FreeBSD, back in the 3.x or 4.x days, used to have a problem where
during a reboot, after bringing down the network interfaces, the box
would still respond to certain packets (ICMP being one of them).  That
got fixed.  This is different than your problem, but I thought I'd point
it out as a reminder for those who are newer to FreeBSD, or have
forgotten it.

A box pinging during or very shortly after POST would indicate a
piggy-backed management interface on one of the NICs.  I **hate** these
things.  Supermicro has this capability as well (via some IPMI add-on
modules, while others (the more expensive ones) have a dedicated NIC,
which is how it should be).  Said management interfaces have a full
layer 2 through layer 7 stacks on them.

In bge(4) land, the feature is called ASF, and you can toggle
FreeBSD's knowledge/respect of said feature via hw.bge.allow_asf in
loader.conf.

The problem with ASF is that if it's enabled in the BIOS/on the system
somehow, and FreeBSD isn't aware of it, what happens is that systems on
the network see two MAC addresses (sometimes for the same IP address)
that are associated with one physical PHY/NIC.  People end up seeing
broken IP traffic, or duplicate packets in this case.

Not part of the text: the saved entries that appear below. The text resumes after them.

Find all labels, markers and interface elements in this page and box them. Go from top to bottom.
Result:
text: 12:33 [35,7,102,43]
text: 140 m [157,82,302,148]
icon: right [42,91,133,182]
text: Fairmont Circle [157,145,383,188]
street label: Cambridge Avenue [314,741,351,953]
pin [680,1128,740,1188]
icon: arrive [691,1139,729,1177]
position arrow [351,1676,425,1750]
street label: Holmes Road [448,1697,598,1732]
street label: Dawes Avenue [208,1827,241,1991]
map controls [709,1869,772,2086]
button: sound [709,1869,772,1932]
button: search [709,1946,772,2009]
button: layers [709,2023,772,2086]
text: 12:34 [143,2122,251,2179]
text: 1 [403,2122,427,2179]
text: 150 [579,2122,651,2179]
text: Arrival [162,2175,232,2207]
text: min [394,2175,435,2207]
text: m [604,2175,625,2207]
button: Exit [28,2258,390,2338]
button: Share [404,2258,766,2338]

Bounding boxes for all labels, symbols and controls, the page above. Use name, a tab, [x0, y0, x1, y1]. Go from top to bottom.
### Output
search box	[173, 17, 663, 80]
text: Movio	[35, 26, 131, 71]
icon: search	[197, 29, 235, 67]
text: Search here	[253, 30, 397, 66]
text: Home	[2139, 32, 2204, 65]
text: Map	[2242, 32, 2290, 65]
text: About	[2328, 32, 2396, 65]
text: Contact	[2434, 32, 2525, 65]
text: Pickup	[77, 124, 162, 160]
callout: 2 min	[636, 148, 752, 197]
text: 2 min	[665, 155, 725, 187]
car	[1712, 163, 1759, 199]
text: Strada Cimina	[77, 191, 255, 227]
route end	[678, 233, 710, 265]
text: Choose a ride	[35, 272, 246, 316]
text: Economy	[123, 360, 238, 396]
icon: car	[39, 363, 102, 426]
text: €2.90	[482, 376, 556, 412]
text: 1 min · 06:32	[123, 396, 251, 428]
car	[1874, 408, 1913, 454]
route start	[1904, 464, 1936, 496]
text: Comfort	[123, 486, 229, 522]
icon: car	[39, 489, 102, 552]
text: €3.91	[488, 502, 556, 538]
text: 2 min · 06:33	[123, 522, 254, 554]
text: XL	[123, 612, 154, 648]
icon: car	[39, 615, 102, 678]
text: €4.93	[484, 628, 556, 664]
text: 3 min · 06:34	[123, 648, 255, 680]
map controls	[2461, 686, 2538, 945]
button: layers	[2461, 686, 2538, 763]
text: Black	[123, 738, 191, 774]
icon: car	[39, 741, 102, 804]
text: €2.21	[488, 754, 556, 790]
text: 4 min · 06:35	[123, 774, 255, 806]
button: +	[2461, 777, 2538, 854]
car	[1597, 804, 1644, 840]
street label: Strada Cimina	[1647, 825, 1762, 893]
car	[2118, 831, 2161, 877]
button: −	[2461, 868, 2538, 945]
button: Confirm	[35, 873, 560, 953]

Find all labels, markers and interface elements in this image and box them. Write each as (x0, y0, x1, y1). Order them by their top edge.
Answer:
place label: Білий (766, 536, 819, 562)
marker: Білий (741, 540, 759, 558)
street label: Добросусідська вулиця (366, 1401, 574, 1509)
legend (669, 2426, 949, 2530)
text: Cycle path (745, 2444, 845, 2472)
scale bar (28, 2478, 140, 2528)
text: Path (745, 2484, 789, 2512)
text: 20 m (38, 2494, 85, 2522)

> Turns out this Intel S3000AHV motherboard has a built-in management thingie 
> that's kind of IPMI-ish but apparently not quite actually IPMI (at least 
> ipmitool and freeipmi want nothing to do with it).  Somehow it had gotten 
> itself enabled and was pulling an IP from the DHCP server, and bridging 
> itself through the onboard LAN.  So ping replies were coming from both the 
> management CPU and the main CPU when the system was up, and just the 
> management CPU when the system was down.  The reason the other Intel 
> S3000AH* system I have didn't do this is because that other system just 
> happens to be the DHCP server for its subnet -- and the reason the other 
> systems w/ the same chipset didn't do it is because they're all Supermicro 
> boxes with different management CPU's.

Bingo.  :-)  None of our Supermicro boxes have piggybacked management
capabilities, and they all use Intel PHY/NICs.  It's likely a feature
Intel has on their boards -- a cool feature, but piggybacking it on an
existing NIC is such a bad idea, case in point.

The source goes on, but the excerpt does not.